Doğal olarak ve beklendiği gibi, Pakistan ve Çin şimdiden Taliban’a ılımlı hatta sıcak mesajlar vermeye başlamışlardır. Yeni, kucaklayıcı bir yönetimin tesisi, Afgan halkının tercih ve arzularına saygı duyulması gerektiği gibi. Bugüne kadar çeşitli temaslar yaptığı Taliban’ın, Çin’in en büyük derdi olan, Doğu Türkistan’a el atmayacağı yönündeki taahhüdlerinin Pekin’i şimdilik rahatlattığı bellidir.
Bugüne kadar Rusya da ülke içindeki gelişmeleri gözleyeceğini ve Taliban’ la ilişkilerini buna göre belirleyeceğini açıklamıştır. Bu durum Moskova ve diğer yakın ülkelerden (Tacikistan, Özbekistan vb.)’dan beklenebilecek türden bir yaklaşımdır. Rusya pragmatik, rasyonel bir tutum içinde olacaktır. Burada Moskova’nın, Mısır’daki MK’i terör grubu olarak nitelerken Başkan Mursi ile ilişkilerini sürdürdüğünü hatırlamak da yararlıdır. Afganistan tecrübesinin ve önümüzdeki dönemde ülke içi / dışı gelişmelerin bölgedeki otoriter idarelerin elini güçlendireceğini, Moskova’nın etrafındaki kümeleşmenin yoğunlaşabileceğini, hatta Rusya-Çin ilişkilerinin bile yeni boyutlar kazanabileceğini düşünmek de mümkündür.

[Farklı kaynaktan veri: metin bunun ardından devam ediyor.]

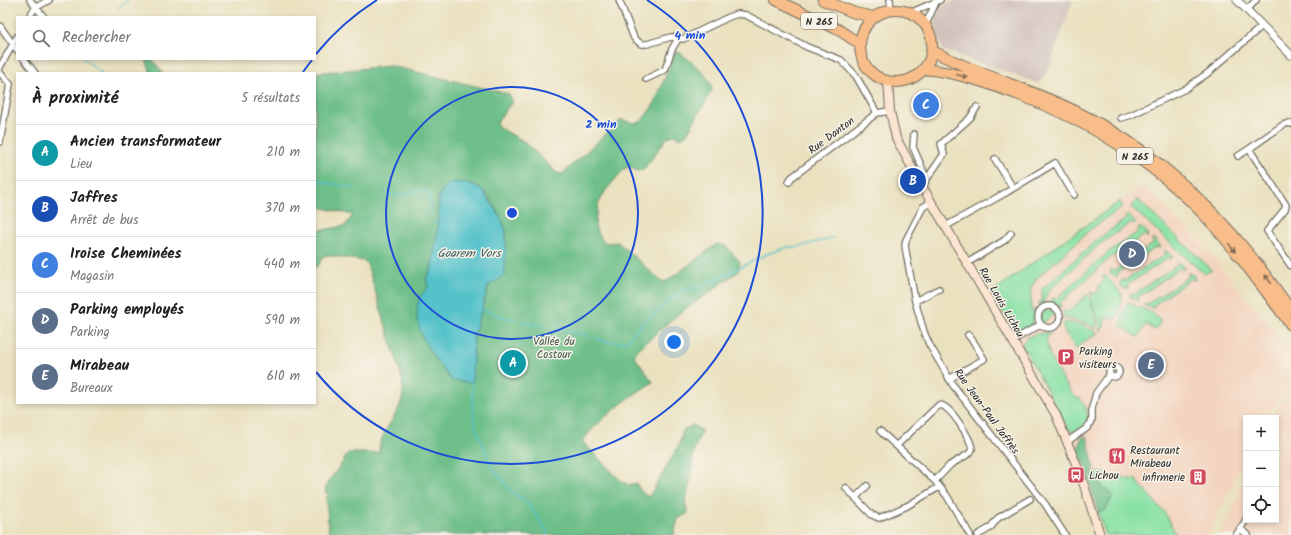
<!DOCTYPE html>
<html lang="fr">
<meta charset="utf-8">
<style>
body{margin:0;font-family:Kalam,sans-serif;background:#f6f6f6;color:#222}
.controls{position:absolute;right:12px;bottom:12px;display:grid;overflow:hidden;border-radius:0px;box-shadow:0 2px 6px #0003}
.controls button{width:36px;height:36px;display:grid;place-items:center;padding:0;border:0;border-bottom:1px solid #e0e0e0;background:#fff;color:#222;font:20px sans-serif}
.you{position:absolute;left:674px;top:342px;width:14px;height:14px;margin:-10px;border:3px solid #fff;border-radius:50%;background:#1a73e8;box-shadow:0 0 0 6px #1a73e833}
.badge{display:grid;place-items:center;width:26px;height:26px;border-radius:50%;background:#0b8043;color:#fff;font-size:13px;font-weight:700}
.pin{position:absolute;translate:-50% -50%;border:2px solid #fff;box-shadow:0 1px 4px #0006}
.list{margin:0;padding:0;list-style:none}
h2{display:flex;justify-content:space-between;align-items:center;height:52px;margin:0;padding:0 16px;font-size:17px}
h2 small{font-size:13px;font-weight:400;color:#767676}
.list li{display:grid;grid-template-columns:26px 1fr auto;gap:12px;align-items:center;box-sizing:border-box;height:56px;padding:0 16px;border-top:1px solid #e0e0e0}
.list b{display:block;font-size:15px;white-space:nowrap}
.list p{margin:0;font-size:13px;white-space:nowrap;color:#767676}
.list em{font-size:13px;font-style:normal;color:#767676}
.icon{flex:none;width:22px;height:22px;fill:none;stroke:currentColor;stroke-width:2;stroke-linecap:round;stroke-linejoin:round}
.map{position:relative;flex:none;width:1291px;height:535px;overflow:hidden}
.search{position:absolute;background:#fff;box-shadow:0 2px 6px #0003;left:16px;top:16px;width:300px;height:44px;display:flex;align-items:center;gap:10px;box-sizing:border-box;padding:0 14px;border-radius:0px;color:#767676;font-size:15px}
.panel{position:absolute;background:#fff;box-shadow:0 2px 6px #0003;left:16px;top:72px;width:300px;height:332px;border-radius:0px}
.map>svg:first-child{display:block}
</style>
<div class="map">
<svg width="1291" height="535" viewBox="0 0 1291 535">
<rect width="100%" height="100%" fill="#f7f3e8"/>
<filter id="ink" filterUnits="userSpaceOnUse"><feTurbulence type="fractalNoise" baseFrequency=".025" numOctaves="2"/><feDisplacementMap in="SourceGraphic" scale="8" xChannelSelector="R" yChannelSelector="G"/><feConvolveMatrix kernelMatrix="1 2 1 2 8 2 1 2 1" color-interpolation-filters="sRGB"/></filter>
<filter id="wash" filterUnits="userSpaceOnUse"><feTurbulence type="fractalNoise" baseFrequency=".012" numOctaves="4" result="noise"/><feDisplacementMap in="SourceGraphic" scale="16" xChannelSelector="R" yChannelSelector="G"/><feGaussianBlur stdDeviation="0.9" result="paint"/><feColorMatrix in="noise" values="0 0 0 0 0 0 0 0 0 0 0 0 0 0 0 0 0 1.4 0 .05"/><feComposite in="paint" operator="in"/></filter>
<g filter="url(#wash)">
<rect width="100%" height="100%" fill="#eae1bf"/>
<path fill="#f3d4be" d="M1143,185L1203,245L1291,354V381L1265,418H1246V455L1209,533L1204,535H1106L1084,462L1058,410L992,292Z
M1291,393V535H1219L1231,515L1246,469V520H1276V418H1271L1276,409Z"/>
<path fill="#cfc0ba" d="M955,0H1073L1050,66L1040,84L943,50L938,37L935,17L944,5Z"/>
<path fill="#89e1a5" stroke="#5a8668" d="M1137,199L1212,270L1204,274L1131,207Z
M1120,201L1123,207L1091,229L1036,279L1031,288V311L1034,310C1035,324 1030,332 1015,333L992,292Z
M1128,215L1136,223L1134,225L1131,223L1100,244L1046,293L1048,295L1045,298L1044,303L1039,305V302H1042V289L1099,238L1126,219L1125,216Z
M1138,228H1142L1148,233L1147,238L1146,234L1110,258L1060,303L1061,307L1049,303L1054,297L1055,300L1107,253L1139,231Z
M1151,240H1155L1161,247L1159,249L1158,246L1117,273L1118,276L1116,277L1110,273L1111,269L1114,271L1154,243Z
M1164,251H1167L1172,256L1171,260L1170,257L1127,285L1128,288L1124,289L1120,284L1122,280L1124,281L1166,254Z
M1178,261L1185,268L1182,271L1181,267L1137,298L1138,301L1131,298L1130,293L1134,294L1179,264L1176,262Z
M1187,273L1194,275L1195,280L1194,281L1192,278L1154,305V308L1145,306L1144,303L1146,305L1189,276Z
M1106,276L1122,294L1121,307L1117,317L1112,320L1110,316L1104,319L1105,324L1100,332L1099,320L1092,304L1091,292L1094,294L1100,289L1098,286L1105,280L1102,277Z
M1088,294L1097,321L1096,330L1088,324L1064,318L1063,312L1065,310L1068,312Z
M1127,302L1153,313L1161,321L1155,330L1146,324L1138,337L1122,327L1120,323Z
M1047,309L1052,310L1055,313L1043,323L1041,322L1040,315Z
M1065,322L1084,325L1098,334L1086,340L1076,349L1063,329L1064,326L1062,325Z
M1052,332L1047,336C1044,354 1065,385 1077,399L1079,397C1089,411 1093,422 1075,433L1068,429L1022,344C1027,333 1042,333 1052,332Z
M1093,472L1106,473V476L1109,478L1120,475L1127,479H1135L1165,513L1176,535H1106L1098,512L1106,510L1112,495L1099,483Z"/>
<path fill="#6ebf8a" stroke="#4c755a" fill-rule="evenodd" d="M675,52H679C692,63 709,73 712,90L687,134L681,138L673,135L667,138L644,169L637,171L630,167L625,168L606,190L598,205L596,216L595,227L601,239L606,243L618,242L662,282L667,281L717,244L726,246L740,262L738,272L677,315L637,350L634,356L653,382C626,399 602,417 582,441L619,479L628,485L636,483L642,493L649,497L679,445L683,430L693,425L702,431L694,450L690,483L685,503L688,513L678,519L674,535H329L326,497L329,494L325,492C326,480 342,466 348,453H379C379,431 400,416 403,394C404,389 402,383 402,378L367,264L364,261L326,255L322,258L319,265L315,267V231L345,226L353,215L315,206V73H313L391,66L509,94L512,102L497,122L498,127L525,142L557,173L562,174L621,120L634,123L641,122L655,103ZM455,182C459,184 463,182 467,183C488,185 498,213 506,230L474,334L472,383L417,319L419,298L428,287L426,278C438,262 438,216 439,195Z
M146,59H152L163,73H151Z
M1087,436L1094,467L1093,472L1099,483L1113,495L1106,510L1098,512L1089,480L1088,472L1078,450L1081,438Z"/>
<path fill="#54c2ca" stroke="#40767a" d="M455,182L467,183L482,189L498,213L506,230L505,275L489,285L474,334L472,383L451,380C434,356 410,331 419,299C420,295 426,291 428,287L426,278L431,271L438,226L439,195L445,186Z"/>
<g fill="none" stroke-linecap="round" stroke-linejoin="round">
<path stroke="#54c2ca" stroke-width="1.5" d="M119,8L128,0
M84,59L102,73
M318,181L354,188
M387,193L397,195L426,189L429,194L431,215
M433,221L439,224
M481,309L506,318L516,319
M522,322L545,326
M551,327L589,336
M596,339L608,342H626L640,326L681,291L705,285L767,254L788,247H798L833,238
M472,382L473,412L476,428L491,466L512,492L526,501L547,531V535"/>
</g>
</g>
<g filter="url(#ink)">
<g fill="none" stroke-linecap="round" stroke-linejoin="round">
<g stroke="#6e6b5f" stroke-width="8">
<path id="minor" d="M30,0L44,17
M619,0L634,38L641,44H647L671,37L683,39L731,16L738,14L746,15L807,47L841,60L856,76L877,113
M890,0L891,11
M1247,10L1256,0
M910,13L940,0
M29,17L35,8L49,0
M0,26L17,50
M925,26L936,2
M24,59L35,73
M0,67L17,37
M0,73L10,84L0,142
M646,79L665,70L672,49L678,39
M1121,118L1131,115L1185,89L1208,73L1262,26
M1291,124L1289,123L1283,125L1249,149L1286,205L1285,209L1267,231L1291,266
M914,134L913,147L927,179
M1238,156L1249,149
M995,159L1013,188
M789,182L791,178L877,113L890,111
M922,186L944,154L941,144L970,118L977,107
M932,202L923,207L906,240L905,246L915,301L924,332L929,344L953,385L1045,504L1065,535
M946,226L1007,192L1055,163L1074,195
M967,263L1005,240L1011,233
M915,301L939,289
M1038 317a11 11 0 1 1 22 0a11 11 0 1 1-22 0Z
M1013,340L1040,325
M1109 372a5 5 0 1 1 10 0a5 5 0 1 1-10 0Z
M949,379L984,359L973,341L968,335
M880,431L935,481L947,496L970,535
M1068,441L1087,428L1092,419V408L1096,393L1110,374
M897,445L939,405C949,403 971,439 972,449L970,453L950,465L935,481
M846,488L872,515L879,518L907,506L939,487
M855,498L867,486
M1240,529L1248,535
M978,535L990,528L998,518L1030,499
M1236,535L1246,520"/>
</g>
<g stroke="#6e6b5f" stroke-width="9">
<path id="tertiary" d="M1237,0L1291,55"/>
</g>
<g stroke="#6e6b5f" stroke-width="10">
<path id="secondary" d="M888,81L890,111L896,138L922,186L1056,415L1081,476L1100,535"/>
</g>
<g stroke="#6e6b5f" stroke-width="12">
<path id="trunk" d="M776,0L839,30L860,44
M823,0L855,13L874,17
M860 46a36 36 0 1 1 72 0a36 36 0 1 1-72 0Z
M931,50C979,76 1033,89 1081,114C1146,146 1204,198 1249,254C1264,272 1277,291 1291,310
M923,69C958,72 990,84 1022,96C1098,125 1169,172 1221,234C1246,263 1268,295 1291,325"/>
</g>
<use href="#minor" stroke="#fff" stroke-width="5.5"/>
<use href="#tertiary" stroke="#fff" stroke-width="7"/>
<use href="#secondary" stroke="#fce5d0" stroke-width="8"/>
<use href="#trunk" stroke="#f8bd89" stroke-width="10"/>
</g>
<defs><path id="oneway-solid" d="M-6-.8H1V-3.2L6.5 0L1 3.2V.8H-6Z"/></defs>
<g fill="#876d55">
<use href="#oneway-solid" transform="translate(962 76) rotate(14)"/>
<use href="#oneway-solid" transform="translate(1232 248) rotate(52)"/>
<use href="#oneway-solid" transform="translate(1268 279) rotate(-127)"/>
</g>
</g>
<g fill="none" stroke="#1d4ed8" stroke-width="2">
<circle cx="512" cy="213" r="126"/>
<path d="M303 72A252 252 0 0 1 312 60M316 54A252 252 0 0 1 377 0M647 0A252 252 0 1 1 316 372"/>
</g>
<defs>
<g id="parking-square" transform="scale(0.9)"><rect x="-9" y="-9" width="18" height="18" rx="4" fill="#d1495b" stroke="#f7f3e8"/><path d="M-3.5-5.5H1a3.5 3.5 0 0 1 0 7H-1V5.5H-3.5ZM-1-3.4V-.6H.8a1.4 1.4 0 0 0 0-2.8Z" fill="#fff"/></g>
<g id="restaurant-square" transform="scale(0.9)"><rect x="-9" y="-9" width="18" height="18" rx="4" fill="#d1495b" stroke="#f7f3e8"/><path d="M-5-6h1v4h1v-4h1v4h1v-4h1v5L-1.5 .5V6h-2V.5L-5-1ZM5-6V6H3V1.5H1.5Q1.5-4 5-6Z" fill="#fff"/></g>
<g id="bus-square" transform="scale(0.9)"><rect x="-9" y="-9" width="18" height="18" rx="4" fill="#d1495b" stroke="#f7f3e8"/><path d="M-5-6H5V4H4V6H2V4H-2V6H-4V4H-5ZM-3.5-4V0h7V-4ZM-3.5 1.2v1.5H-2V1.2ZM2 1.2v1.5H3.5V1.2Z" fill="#fff"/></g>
<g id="building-square" transform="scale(0.9)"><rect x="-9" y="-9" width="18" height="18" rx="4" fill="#d1495b" stroke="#f7f3e8"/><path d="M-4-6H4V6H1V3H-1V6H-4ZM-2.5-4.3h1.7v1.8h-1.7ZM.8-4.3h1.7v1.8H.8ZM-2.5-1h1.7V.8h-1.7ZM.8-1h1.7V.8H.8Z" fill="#fff"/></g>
</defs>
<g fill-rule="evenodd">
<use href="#parking-square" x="1066" y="357"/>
<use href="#restaurant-square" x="1117" y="456"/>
<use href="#bus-square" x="1076" y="475"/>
<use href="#building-square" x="1198" y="477"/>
</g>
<g text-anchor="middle" stroke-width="3" stroke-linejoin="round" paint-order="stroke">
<g fill="#f7f3e8" stroke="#686764" stroke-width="1">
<rect x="801" y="13" width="36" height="16" rx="3"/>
<rect x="1117" y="148" width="36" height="16" rx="3"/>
</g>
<g font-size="10" font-weight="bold" fill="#2b2b2b">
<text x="819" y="25">N 265</text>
<text x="1135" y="160">N 265</text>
</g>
<g font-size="11" fill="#2b2b2b" stroke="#f7f3e8">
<text transform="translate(831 135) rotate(-37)" y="4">Rue Danton</text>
<text transform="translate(1002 302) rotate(60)" y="4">Rue Louis Lichou</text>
<text transform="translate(987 411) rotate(54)" y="4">Rue Jean-Paul Jaffrès</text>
</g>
<g font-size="11" fill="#42584a" stroke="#f7f3e8">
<text x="554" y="345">Vallée du<tspan x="554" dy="13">Costour</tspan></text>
</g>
<g font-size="11" fill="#2b2b2b" stroke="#f7f3e8" text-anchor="start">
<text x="1079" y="355">Parking<tspan x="1079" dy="13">visiteurs</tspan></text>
<text x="1130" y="454">Restaurant<tspan x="1130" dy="13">Mirabeau</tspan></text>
<text x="1089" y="479">Lichou</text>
<text x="1185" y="481" text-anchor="end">infirmerie</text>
</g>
<g font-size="12" font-style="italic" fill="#37585b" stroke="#f7f3e8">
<text x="469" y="257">Goarem Vors</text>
</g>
</g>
<circle cx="512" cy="213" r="6" fill="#1d4ed8" stroke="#f7f3e8" stroke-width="2"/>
<g font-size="12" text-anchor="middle" font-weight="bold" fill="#1d4ed8" stroke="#f7f3e8" stroke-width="3" stroke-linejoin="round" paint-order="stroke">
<text x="690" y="39">4 min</text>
<text x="601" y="128">2 min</text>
</g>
</svg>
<div class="controls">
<button>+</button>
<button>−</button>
<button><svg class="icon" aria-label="locate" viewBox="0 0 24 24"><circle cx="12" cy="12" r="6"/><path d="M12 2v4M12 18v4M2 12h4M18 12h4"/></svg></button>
</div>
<div class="you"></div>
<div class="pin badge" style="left:513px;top:363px;background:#0f9aa8">A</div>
<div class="pin badge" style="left:913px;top:181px;background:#1a4fb4">B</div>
<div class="pin badge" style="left:926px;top:105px;background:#3f7fe0">C</div>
<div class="pin badge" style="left:1132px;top:254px;background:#5c6f8a">D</div>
<div class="pin badge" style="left:1151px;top:365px;background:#5c6f8a">E</div>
<div class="search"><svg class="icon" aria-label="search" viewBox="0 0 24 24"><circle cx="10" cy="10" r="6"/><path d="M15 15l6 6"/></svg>Rechercher</div>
<section class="panel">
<h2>À proximité<small>5 résultats</small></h2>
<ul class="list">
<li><span class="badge" style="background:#0f9aa8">A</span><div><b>Ancien transformateur</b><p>Lieu</p></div><em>210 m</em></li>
<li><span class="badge" style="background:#1a4fb4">B</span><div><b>Jaffres</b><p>Arrêt de bus</p></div><em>370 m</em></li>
<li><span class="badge" style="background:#3f7fe0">C</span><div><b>Iroise Cheminées</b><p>Magasin</p></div><em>440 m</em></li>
<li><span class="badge" style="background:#5c6f8a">D</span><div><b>Parking employés</b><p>Parking</p></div><em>590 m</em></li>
<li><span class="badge" style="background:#5c6f8a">E</span><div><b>Mirabeau</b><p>Bureaux</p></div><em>610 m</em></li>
</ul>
</section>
</div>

Ülke içi gidişata göre, peyder pey çeşitli devletlerin Taliban’ı tanıması veya tanımasa bile ilişkiler geliştirmesi, hatta Taliban’ın Afganistan içindeki birtakım uygulamalarına bile göz yummayı tercih etmesi de şaşırtıçı görülmemelidir. Buna ABD ve diğer batılı ülkeler de dahildir. Bu ülkelerin S.Arabistan’la ilişkileri bu konuda yeterince iyi bir örnek değil mi. Yeterki Taliban dışa açılmasın, olabildiğince içine kapansın ve ikili, bölgesel/küresel tehdit oluşturmasın.
Afganistan denilince yeni düzensiz göç dalgaları tehdidi ilk anda gelen konulardandır. Bu risk en başta AB ülkelerinin gündemindedir. AB’ni bu aşamada Kabil’de kimin iktidarda olduğundan çok yeni göçmen akımıyla karşılaşma endişesi meşgul etmekte, , bu hususta Türkiye dahil çeşitli ülkelerle işbirliği çağrılarında bulunmaktadır.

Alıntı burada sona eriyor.